------ Task material ------

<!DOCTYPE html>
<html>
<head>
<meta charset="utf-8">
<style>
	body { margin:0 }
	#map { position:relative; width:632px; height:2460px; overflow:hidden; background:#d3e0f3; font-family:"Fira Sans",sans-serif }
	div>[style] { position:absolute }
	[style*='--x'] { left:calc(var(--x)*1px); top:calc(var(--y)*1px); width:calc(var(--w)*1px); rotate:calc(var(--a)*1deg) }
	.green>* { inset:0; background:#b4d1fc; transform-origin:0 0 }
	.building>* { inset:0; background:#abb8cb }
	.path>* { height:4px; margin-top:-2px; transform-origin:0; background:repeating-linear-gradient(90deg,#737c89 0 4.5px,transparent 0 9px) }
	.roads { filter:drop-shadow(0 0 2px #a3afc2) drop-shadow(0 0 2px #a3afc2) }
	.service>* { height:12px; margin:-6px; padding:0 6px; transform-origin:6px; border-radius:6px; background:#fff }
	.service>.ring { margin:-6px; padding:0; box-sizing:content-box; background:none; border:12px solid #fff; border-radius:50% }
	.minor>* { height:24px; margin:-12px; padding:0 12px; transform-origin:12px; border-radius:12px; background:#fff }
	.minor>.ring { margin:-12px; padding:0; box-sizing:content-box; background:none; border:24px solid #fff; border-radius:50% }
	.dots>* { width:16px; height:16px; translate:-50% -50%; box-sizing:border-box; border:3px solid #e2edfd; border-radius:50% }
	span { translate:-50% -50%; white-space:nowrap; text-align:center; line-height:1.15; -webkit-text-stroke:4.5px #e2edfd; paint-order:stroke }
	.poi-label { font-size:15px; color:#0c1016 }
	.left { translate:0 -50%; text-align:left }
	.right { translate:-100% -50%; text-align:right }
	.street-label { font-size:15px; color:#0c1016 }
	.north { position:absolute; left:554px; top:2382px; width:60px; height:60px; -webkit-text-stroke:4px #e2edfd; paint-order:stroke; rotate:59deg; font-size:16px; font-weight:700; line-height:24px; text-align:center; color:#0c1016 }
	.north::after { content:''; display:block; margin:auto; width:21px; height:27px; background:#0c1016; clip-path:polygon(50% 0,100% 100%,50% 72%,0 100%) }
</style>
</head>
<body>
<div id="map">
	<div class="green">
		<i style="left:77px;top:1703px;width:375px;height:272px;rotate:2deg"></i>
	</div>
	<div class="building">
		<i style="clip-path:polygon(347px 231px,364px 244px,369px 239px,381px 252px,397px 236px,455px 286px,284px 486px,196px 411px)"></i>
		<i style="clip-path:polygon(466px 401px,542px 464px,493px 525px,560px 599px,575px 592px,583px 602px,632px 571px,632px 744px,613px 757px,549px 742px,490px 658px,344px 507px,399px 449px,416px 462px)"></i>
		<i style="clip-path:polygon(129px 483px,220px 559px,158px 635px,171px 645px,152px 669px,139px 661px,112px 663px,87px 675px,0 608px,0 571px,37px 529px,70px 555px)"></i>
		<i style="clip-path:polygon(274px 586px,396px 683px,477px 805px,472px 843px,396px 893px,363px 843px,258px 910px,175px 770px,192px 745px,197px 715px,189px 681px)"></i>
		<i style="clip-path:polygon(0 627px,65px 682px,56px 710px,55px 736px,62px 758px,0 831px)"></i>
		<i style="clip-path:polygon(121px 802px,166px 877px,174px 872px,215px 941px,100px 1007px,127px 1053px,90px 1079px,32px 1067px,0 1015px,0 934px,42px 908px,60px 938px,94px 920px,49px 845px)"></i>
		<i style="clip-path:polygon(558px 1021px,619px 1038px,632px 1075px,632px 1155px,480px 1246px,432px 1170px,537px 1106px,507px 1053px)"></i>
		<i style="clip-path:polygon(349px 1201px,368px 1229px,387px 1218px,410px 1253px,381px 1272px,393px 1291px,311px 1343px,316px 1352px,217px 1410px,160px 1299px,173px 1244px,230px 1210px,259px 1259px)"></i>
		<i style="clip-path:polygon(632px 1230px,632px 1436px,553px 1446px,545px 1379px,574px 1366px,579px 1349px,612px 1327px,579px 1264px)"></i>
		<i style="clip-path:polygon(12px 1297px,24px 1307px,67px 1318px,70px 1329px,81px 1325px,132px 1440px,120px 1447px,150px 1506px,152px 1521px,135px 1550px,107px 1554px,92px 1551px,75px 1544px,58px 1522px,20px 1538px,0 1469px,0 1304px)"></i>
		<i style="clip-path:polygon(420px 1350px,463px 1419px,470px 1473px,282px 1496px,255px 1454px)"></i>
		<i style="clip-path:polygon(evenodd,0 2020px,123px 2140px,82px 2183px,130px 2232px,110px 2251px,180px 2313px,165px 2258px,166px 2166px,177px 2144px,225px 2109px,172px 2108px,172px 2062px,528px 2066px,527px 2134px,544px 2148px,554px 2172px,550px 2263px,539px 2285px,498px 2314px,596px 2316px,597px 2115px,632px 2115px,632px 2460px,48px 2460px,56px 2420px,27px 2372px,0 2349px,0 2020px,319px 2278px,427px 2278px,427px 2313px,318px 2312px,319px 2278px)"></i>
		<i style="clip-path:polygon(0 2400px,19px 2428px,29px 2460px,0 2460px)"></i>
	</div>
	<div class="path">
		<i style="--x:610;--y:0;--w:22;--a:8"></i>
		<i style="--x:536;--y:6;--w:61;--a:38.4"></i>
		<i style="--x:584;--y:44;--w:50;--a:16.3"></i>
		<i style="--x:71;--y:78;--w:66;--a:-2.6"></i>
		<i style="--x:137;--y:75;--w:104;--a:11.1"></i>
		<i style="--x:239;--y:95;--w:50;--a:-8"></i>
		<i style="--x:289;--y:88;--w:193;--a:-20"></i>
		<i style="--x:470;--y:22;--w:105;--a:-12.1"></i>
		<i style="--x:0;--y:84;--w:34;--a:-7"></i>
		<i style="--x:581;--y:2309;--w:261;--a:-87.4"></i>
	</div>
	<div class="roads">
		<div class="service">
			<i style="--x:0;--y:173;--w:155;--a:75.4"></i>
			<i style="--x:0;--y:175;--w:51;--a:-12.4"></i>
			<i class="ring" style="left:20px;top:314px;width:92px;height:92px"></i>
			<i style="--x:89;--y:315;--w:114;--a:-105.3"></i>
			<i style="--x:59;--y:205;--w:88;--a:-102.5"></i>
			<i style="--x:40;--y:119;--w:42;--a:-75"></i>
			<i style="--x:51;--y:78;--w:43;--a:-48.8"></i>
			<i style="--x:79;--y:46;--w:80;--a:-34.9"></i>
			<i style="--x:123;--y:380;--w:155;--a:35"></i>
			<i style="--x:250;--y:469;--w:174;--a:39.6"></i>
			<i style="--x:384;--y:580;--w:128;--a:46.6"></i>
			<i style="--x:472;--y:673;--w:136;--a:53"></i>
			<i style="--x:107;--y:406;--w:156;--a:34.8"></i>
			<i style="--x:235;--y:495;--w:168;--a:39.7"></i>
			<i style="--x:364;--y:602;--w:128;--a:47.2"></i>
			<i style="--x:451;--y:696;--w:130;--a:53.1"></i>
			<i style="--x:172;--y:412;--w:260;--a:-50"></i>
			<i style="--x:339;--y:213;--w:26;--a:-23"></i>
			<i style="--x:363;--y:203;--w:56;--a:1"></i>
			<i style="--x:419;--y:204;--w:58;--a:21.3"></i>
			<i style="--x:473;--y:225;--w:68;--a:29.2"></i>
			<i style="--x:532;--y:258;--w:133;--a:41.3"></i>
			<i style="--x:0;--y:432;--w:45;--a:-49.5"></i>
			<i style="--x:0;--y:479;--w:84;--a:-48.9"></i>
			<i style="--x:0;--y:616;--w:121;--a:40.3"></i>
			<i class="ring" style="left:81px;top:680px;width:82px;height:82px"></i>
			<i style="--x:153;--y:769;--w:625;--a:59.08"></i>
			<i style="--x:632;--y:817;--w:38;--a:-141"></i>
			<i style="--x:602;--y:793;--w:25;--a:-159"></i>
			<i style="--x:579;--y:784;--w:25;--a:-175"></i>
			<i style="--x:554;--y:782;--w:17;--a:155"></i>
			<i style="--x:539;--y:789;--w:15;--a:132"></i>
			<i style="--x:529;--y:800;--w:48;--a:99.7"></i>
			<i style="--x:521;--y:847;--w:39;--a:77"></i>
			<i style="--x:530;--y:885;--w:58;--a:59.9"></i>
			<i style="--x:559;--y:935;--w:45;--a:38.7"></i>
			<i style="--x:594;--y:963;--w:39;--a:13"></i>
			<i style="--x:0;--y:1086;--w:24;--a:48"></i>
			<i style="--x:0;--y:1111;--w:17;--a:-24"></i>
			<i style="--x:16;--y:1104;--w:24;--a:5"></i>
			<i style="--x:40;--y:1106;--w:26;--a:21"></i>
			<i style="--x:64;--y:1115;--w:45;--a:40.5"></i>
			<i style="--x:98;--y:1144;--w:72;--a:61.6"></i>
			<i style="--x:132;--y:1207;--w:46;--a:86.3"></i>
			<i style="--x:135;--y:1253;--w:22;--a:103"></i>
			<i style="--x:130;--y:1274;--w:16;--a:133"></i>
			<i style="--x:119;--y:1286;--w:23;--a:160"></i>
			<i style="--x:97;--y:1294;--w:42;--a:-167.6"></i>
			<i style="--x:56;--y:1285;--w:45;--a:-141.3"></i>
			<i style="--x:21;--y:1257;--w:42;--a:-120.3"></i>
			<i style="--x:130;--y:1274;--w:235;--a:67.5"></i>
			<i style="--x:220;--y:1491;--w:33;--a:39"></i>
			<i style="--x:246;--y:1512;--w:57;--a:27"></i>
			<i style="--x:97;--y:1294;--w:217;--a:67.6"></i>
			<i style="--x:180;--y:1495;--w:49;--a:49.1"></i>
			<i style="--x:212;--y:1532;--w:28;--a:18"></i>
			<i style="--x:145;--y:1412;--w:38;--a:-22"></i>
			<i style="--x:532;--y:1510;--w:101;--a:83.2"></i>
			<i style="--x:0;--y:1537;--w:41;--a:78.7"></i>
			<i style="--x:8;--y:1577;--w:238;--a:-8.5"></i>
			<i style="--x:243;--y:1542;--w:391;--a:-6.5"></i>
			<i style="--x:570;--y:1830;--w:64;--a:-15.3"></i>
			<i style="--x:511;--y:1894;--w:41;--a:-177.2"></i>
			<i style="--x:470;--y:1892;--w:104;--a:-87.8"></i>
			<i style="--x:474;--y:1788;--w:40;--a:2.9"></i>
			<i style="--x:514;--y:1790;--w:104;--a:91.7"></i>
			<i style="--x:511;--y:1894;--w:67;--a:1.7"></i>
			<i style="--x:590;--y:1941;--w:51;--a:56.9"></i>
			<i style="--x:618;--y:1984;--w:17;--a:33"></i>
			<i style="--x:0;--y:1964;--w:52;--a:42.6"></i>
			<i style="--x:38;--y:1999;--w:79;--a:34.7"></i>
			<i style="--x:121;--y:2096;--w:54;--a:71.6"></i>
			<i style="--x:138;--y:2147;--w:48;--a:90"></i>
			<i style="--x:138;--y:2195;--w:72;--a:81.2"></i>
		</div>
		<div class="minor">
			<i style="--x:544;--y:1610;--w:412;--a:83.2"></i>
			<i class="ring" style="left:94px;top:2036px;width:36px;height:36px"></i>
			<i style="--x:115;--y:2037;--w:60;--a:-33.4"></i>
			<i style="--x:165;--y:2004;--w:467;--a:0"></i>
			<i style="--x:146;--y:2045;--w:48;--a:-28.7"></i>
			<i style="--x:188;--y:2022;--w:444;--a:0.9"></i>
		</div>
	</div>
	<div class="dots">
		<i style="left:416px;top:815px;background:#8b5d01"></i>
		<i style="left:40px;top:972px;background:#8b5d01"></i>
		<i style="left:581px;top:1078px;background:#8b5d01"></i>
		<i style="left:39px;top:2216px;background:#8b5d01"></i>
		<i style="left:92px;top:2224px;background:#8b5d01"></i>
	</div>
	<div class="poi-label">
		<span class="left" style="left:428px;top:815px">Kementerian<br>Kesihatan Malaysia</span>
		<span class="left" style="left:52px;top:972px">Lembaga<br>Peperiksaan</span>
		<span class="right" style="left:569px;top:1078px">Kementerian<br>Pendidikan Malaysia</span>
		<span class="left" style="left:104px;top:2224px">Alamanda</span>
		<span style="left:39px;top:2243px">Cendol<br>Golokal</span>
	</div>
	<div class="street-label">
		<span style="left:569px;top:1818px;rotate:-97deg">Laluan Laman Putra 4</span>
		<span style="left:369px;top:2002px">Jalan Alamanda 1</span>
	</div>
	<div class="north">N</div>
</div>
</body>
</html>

------

Find where "Laman Putra 4</span>" occurs in the data, and please write out that line through the last line exactly, with nothing else.

Task output »
		<span style="left:569px;top:1818px;rotate:-97deg">Laluan Laman Putra 4</span>
		<span style="left:369px;top:2002px">Jalan Alamanda 1</span>
	</div>
	<div class="north">N</div>
</div>
</body>
</html>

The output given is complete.